Setelah itu, dia membawakan beberapa atsar dari sekelompok ulama, antara lain: Hafshah binti Abdurrahman bin Abu Bakar, Ibnu Abbas, Atha’, Ibnu Umar dan Buraidah al-Aslami yang perkataannya dikutip sehagai berikut, “Umat manusia kelak di hari kiamat dihadapkan pada perkara aqiqah sama persis seperti dihadapkan pada perkara shalat lima waktu.”
Kemudian dia lanjutkan, Perintah beliau Shallallahu ‘alayhi wa sallam melaksanakan aqiqah sifatnya wajib seperti yang telah kami jelaskan di atas. Tidak halal hukumnya bagi siapa saja untuk beranggapan bahwa perintah-perintah Rasulullah Shallallahu ‘alayhi wa Sallam boleh ditinggalkan, kecuali apabila ada teks hadis lain yang menjelaskannya. Jika tidak, anggapan tersebut adalah dusta dan melakukan sesuatu tanpa dasar pijakan pengetahuan yang benar. Rasulullah Shallallahu ‘alayhi wa Sallam telah bersabda,
“Apabila aku memerintabkan sesuatu, maka lakukanlah semampu kalian.”
Ini adalah argumentasi Ibnu Hazm dalam mewajibkan aqiqah.
(4) Argumentasi Ibnu Hazm yang lain atas wajibnya hukum aqiqah adalah bahwa Rasulullah Shallallahu ‘alayhi wa Sallam memerintahkan sekaligus melakukannya. Beliau bersabda (alghulaamu murtahinun biaqiiqatihi) ‘Seorang anak tergadaikan pada aqiqahnya‘ dan (ma’al ghulaami ‘aqiiqatihi) ‘Seorang anak terkait dengan aqiqahnya.” Mereka menyatakan bahwa hadis ini mendasari wajibnya aqiqah dari dua sisi; Pertama, sabda Nabi Shallallahu ‘alayhi wa Sallam (ma’al ghulaami ‘aqiiqatihi) ‘Seorang anak terkait dengan aqiqahnya’ bukanlah pemberitahuan tentang peristiwa yang sedang terjadi, tapi merupakan kewajiban. Kemudian, beliau memerintahkan mereka untuk melakukan tahap berikutnya. Beliau bersabda (ahriiquu ‘anhu damaan) ‘Tumpahkanlah darah untuknya.’
(5) Mereka juga berargumentasi dengan hadis ‘Amr bin Syu’aib dari bapaknya, dari kakeknya radhiyallahu ‘anhu: “Bahwasanya Nabi Shallallahu ‘alayhi wa Sallam memerintahkan untuk memberi nama bayi pada hari ketujuh kelahirannya, membersihkan kotoran darinya dan menyembelih hewan.”

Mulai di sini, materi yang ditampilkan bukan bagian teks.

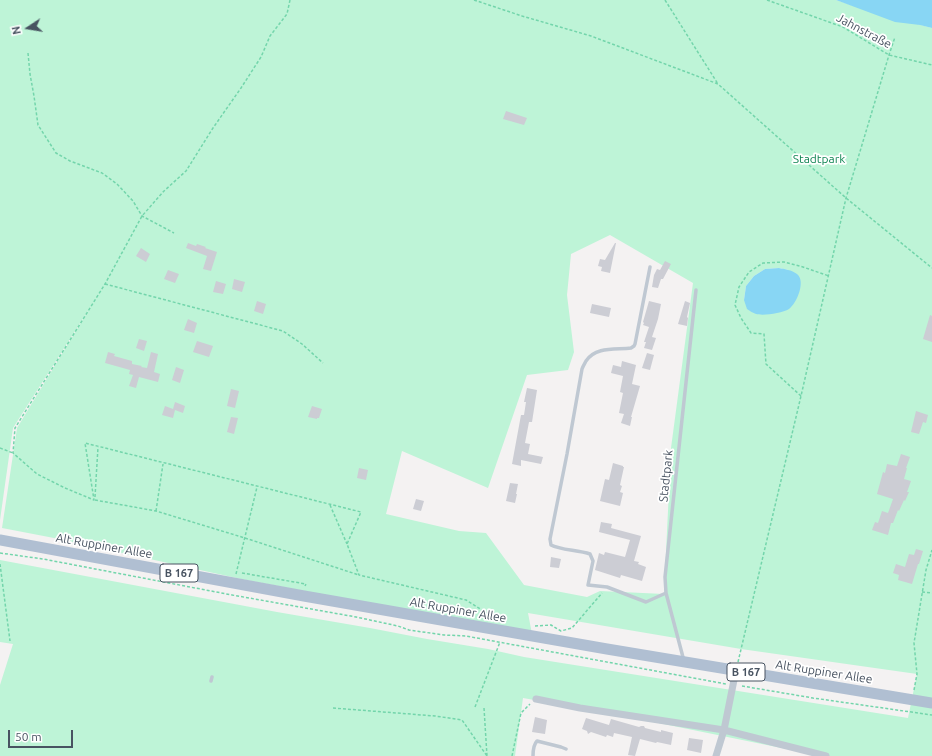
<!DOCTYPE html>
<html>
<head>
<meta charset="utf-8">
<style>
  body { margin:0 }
  #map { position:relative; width:932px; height:756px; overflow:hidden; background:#f4f2f2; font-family:Ubuntu,sans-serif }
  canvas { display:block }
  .north { position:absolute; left:8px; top:8px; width:40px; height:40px; -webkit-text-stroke:3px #fff; paint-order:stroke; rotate:258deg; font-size:11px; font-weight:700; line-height:16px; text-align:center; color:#485361 }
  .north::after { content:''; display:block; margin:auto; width:14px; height:18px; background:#485361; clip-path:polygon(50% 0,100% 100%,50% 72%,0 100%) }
  .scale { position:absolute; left:8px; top:730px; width:65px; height:18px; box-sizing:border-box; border:2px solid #485361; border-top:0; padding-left:5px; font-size:12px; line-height:14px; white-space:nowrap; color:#485361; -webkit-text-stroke:3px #fff; paint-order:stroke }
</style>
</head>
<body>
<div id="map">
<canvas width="932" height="756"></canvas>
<div class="north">N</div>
<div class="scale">50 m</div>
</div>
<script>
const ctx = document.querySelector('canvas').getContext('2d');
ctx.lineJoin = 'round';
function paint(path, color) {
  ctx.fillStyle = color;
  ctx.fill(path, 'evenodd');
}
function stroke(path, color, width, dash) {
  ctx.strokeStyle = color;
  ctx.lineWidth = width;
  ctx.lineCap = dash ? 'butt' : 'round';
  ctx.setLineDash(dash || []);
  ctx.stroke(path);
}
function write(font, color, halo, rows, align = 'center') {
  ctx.font = font + ' Ubuntu,sans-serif';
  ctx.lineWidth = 3.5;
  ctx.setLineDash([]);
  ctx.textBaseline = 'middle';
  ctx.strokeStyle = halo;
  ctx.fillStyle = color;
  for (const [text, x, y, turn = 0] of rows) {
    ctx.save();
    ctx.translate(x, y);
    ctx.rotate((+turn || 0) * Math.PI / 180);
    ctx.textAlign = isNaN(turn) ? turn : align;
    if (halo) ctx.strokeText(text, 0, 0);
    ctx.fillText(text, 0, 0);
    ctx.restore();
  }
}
const green = new Path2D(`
  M0 0H836L860 8 932 28V756H821L624 716 523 698 515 756H0V685L13 644 0 642V560L277 612 370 628 427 639 488 649 524 657 908 718 917 674 741 649 528 613 532 634 241 579 54 538 2 528 17 428 91 306 13 428 0 520ZM610 235 693 283 671 448 664 594 600 591 587 597 524 585 486 533 459 531 386 514 402 451 488 488 527 375 568 370 574 352 567 295 571 254ZM779 268 788 270 744 300 746 286 754 276 765 269Z`);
const water = new Path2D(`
  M836 0H932V28L920 25 895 22Z
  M779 268C784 269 792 270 797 274 806 281 797 303 789 309 782 313 764 316 756 314 753 313 750 311 747 309L744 300 746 286 754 276 765 269Z`);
const building = new Path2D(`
  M506 111 527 118 524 125 503 119Z
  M188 243 196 246 197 244 206 247 205 248 217 252 211 271 203 269 207 256 186 248Z
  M615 243H616L610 273 601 271 602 267 598 266 600 259 605 260Z
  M141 248 150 254 146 262 136 256Z
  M665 261 671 264 663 279H661L658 288 652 287 654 275 657 269 660 270Z
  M168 270 179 274 175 283 164 279Z
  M234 279 245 282 242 292 232 289Z
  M216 281 226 284 223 294 213 292Z
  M257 301 266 304 263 314 254 311Z
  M649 301 661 304 658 319 652 337 656 338 652 350 644 348 646 342H644L649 327 643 325 644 323 643 322Z
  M685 301 690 303 687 317 688 318 687 326 678 324Z
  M592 304 611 308 609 317 590 313Z
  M930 315 932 316V342L923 339Z
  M188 319 197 323 194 333 184 330Z
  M139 339 147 341 144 351 136 348Z
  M197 341 213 346 209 357 193 352Z
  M108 352 115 354 114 356 132 361V364L142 366 141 367 147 368 151 352 158 354 154 372 160 374 158 382 139 377 136 388 129 386 133 375 129 374 130 370 105 363Z
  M647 353 654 355 650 370 642 368Z
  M622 361 636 365 632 384 640 386 631 417H632L630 426 621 423 624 414 619 413 623 393 620 392 623 376 611 373 613 365 621 367Z
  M176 367 184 370 180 383 172 380Z
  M527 388 537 390 532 422H529L525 443 530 444 528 454 543 457 541 464 521 460V466L512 464 521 415H524L526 402H524Z
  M231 389 239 391 235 408 227 406Z
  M175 402 185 406 183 413 175 410 173 418 162 415 165 406 173 409Z
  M312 406 322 409 319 418H317V419L308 417Z
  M916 411 928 415 926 423 923 422 919 434 911 432Z
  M231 417 238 418 234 434 227 432Z
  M901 454 910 457 906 468H907L904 479 911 481 907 492H909L905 501 904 500 899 511 898 510 893 523H891L888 535 872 530 875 522 878 523 882 511 888 513 893 499 877 494 883 472 885 473 887 464 897 466Z
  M613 463 623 466V467H624L620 485 622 486 620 492 623 493 620 506 600 501 605 479 609 480Z
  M359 468 368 470 366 480 357 478Z
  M510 483 518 484 516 494H517L515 503 506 501Z
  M416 499 424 501 421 511 413 509Z
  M601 522 612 524 611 528 641 536 634 561 639 562 638 564 646 567 642 581 621 575 620 578 595 570 599 553 604 555 605 552 625 557 630 540 599 532Z
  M916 549 923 551 919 564H918L912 584 898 580 899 575 893 573 896 564 905 567 909 554 914 555Z
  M551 557 561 559 559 568 550 567Z
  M535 717 547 720 545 734 532 732Z
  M586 718 609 725 611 719 639 727 641 726H644L645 728 661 732V730L673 733 671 745 657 742 656 743 640 739 635 756 628 755 632 737 614 733 613 737 607 735 606 737 591 732 588 734 587 731 582 729Z
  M689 738 703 740 701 753 687 750Z`);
const path = new Path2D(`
  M290 0 287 14 270 36 261 57 241 88 213 128 186 171 164 191 142 216 105 284 15 428 13 453 37 474 65 488 94 500 85 443 361 512 347 544 359 575 466 600 485 612 504 620
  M474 0 522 16 591 36 718 84 846 198 932 268
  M665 0 718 84
  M767 0 843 27 889 55 932 65
  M28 53 30 74 34 96 38 125 56 153 70 161 102 173 117 184 133 201 142 216 174 233
  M105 284 283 331 302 344 323 363
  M801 396 766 364 764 334 751 333 741 318 735 305 739 287 749 272 763 263 784 262 803 267 829 276
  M0 448 13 453
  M95 497 98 447
  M95 500 156 511 245 538 359 575
  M330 505 347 544
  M156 511 163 464
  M0 553 43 559 232 595 356 617 398 626 409 630 444 635 466 636 726 684
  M0 564 10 641
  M242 573 306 584 305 586
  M236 574 257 487
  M922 592 932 593
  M535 626 551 625 561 631 572 628 602 593
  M738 662 801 396 846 198 889 55 895 37
  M742 686 813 698 932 715
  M914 690 917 674 914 643 926 570 932 550
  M475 707 500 642
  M333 708 435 716 462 720 487 756
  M484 708 487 756
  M512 756 521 713 530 704`);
const service = new Path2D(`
  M650 267 635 344 634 346 631 348C616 350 596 346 586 361 585 363 583 366 582 369L567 454 550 539 551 545C560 550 578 550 590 554L593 561 588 585 607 587 646 602 666 593
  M684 661 666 593 665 577 696 290
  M211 681 212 677
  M533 756C533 751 533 745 537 741L561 747 566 749`);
const minor = new Path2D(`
  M536 699 580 708 724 730 826 756
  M716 756 724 730 736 670`);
const primary = new Path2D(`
  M0 540 304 596 607 649 932 703`);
const shields = [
  [179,573,38],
  [746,672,38]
];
const shieldNames = [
  ["B 167",179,573],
  ["B 167",746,672]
];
const streetNames = [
  ["Jahnstraße",864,31,28],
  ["Stadtpark",666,476,-84],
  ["Alt Ruppiner Allee",104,546,10],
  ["Alt Ruppiner Allee",458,610,10],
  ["Alt Ruppiner Allee",824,672,9]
];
const parkNames = [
  ["Stadtpark",819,159]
];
paint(green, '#bef4d7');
paint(water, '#88d6f4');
paint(building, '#cccdd4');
stroke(path, '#73d5ab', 1.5, [3, 2]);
stroke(service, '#bfc8d2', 3.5);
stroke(minor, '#bfc8d2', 7);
stroke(primary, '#b0bfd2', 11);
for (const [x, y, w] of shields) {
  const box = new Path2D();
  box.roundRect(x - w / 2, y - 9, w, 18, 3);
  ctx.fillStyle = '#fff';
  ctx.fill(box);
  stroke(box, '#485361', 1);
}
write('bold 11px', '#485361', null, shieldNames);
write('12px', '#485361', '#fff', streetNames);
write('12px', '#108553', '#fff', parkNames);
</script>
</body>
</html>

(6) Mereka juga berargumentasi dengan hadis Yusuf bin Mahik bahwa Aisyah radhiyallahu ‘anha memberitahukan kepada mereka bahwa Rasulullah Shallallahu ‘alayhi wa Sallam bersabda,
“Untuk anak laki-laki dua ekor kambing, dan untuk anak perempuan satu ekor.“
Pelasan dari kedua hadis ini adalah bahwa di dalam keduannya dapat perintah Nabi Shallallahu ‘alayhi wa Sallam untuk melakukan aqiqah, dan pada dasarnya yang namanya perintah hukumnya wajib.

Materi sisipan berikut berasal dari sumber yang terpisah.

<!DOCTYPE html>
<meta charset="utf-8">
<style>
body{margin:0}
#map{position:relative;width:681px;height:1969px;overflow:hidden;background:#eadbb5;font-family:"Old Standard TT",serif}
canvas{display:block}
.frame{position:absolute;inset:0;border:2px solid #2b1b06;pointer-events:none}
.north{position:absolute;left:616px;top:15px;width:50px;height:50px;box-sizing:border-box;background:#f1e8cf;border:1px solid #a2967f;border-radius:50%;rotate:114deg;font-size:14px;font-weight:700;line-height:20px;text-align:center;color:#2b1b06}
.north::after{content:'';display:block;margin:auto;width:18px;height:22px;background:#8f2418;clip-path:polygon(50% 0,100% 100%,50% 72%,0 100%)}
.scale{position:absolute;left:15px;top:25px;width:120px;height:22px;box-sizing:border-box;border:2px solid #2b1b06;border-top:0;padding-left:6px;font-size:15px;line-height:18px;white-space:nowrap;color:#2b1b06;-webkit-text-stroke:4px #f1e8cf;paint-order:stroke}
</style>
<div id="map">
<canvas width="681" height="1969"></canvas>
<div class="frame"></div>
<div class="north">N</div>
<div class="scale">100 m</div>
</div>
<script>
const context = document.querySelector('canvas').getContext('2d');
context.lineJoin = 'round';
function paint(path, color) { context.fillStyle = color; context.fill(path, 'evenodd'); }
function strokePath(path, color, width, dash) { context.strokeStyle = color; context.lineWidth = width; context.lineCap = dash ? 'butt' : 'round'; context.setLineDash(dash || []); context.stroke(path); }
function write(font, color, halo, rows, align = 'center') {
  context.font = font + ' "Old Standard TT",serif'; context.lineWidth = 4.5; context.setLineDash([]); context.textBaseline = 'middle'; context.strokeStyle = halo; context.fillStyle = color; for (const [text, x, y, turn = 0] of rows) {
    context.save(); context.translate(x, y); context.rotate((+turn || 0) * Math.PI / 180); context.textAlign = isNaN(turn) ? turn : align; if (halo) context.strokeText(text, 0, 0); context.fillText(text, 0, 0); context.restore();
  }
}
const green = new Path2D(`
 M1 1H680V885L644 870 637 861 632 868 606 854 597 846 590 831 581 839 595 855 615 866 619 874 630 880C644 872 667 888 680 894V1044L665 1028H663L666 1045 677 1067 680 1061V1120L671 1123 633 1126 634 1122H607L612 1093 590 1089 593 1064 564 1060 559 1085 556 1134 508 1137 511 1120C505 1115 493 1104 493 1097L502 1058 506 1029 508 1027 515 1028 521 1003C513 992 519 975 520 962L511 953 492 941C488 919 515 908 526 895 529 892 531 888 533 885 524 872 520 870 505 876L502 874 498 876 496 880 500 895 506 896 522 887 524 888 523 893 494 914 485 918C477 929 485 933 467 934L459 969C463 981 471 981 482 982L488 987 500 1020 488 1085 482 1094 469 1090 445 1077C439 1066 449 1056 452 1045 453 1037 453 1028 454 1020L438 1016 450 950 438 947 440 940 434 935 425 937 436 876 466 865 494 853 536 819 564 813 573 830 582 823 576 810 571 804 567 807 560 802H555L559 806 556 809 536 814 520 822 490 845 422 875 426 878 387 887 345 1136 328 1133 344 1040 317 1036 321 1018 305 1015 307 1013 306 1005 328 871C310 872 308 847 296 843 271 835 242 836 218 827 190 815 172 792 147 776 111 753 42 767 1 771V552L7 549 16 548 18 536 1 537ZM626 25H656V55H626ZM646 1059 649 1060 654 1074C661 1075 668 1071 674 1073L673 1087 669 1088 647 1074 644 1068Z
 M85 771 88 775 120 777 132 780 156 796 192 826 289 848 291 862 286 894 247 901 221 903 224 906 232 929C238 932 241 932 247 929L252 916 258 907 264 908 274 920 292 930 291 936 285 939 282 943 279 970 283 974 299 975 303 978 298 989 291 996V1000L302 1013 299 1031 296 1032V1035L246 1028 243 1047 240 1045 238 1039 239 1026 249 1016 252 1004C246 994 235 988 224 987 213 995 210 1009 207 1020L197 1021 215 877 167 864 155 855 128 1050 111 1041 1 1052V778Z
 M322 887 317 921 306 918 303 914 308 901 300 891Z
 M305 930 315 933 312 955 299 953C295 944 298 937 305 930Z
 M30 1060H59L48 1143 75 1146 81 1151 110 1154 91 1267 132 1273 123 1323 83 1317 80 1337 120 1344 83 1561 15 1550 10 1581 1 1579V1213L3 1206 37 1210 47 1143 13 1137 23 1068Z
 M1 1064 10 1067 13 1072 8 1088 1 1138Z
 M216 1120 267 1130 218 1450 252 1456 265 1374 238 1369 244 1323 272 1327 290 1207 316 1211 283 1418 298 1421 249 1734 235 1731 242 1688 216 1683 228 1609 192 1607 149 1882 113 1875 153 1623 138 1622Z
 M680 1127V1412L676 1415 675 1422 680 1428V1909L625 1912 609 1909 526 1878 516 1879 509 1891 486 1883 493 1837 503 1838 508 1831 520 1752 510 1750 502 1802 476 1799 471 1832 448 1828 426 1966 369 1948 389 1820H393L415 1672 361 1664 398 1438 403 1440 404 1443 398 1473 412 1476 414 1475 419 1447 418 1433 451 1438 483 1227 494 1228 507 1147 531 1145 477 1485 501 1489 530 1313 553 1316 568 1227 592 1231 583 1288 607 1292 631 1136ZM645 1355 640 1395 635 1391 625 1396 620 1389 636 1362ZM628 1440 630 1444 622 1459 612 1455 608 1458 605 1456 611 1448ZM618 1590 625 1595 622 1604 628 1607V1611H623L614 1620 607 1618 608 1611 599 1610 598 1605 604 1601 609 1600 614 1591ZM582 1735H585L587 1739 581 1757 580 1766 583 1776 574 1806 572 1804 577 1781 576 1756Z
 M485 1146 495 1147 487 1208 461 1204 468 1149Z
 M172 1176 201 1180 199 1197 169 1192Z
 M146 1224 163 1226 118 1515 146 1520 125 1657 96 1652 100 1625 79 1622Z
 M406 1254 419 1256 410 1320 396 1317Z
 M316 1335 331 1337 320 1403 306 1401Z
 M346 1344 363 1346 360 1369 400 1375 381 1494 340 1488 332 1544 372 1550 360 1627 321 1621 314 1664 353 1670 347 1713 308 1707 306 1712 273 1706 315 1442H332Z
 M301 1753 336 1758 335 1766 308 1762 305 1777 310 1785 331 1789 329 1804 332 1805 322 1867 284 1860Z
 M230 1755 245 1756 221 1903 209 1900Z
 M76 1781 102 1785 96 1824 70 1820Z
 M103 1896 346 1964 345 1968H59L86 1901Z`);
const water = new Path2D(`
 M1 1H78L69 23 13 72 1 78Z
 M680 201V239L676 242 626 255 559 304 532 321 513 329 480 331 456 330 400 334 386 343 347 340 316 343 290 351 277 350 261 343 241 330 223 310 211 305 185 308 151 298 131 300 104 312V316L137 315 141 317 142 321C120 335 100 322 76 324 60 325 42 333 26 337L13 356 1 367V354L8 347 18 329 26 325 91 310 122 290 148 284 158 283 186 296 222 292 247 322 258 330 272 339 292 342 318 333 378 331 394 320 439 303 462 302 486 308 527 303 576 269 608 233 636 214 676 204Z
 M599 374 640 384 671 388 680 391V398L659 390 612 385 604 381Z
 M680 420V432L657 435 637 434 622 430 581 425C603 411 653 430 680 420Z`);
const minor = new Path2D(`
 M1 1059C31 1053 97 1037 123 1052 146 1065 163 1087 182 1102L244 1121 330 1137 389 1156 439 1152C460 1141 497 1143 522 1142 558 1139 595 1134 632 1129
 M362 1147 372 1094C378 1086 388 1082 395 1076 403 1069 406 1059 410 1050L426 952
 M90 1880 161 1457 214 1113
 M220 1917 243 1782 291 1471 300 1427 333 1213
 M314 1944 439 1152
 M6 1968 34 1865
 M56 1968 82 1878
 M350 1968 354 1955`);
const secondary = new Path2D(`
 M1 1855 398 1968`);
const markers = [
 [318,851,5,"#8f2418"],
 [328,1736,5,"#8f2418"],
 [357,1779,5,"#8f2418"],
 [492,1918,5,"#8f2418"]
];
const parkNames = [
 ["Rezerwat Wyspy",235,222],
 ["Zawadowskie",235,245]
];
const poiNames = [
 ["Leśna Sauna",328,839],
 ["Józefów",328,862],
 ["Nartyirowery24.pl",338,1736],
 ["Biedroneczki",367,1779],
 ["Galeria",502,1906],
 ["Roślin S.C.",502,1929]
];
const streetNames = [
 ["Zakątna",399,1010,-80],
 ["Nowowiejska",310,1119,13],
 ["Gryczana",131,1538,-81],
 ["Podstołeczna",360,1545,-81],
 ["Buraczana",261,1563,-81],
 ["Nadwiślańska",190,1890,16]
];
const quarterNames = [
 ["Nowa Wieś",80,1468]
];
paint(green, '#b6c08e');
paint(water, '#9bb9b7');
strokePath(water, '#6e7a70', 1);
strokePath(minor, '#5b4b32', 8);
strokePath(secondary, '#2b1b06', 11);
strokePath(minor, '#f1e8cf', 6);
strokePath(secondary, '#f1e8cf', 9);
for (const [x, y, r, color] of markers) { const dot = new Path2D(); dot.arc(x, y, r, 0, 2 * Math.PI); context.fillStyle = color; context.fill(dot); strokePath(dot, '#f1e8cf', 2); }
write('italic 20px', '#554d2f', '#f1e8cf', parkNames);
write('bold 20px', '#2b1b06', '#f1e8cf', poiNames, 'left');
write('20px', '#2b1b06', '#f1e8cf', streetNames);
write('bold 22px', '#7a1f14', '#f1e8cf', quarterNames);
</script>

(7) Mereka juga berargumentasi dengan hadis Yazid bin ‘Abd al-Muzani dari bapaknya bahwasanya Rasulullah Shallallahu ‘alayhi wa Sallam bersabda, “Seorang anak boleh diaqiqahi, tapi kepalanya jangan diolesi darah (hewan sembelihannya).”
Mereka katakan bahwa hadis ini adalah perintah dalam bentuk berita.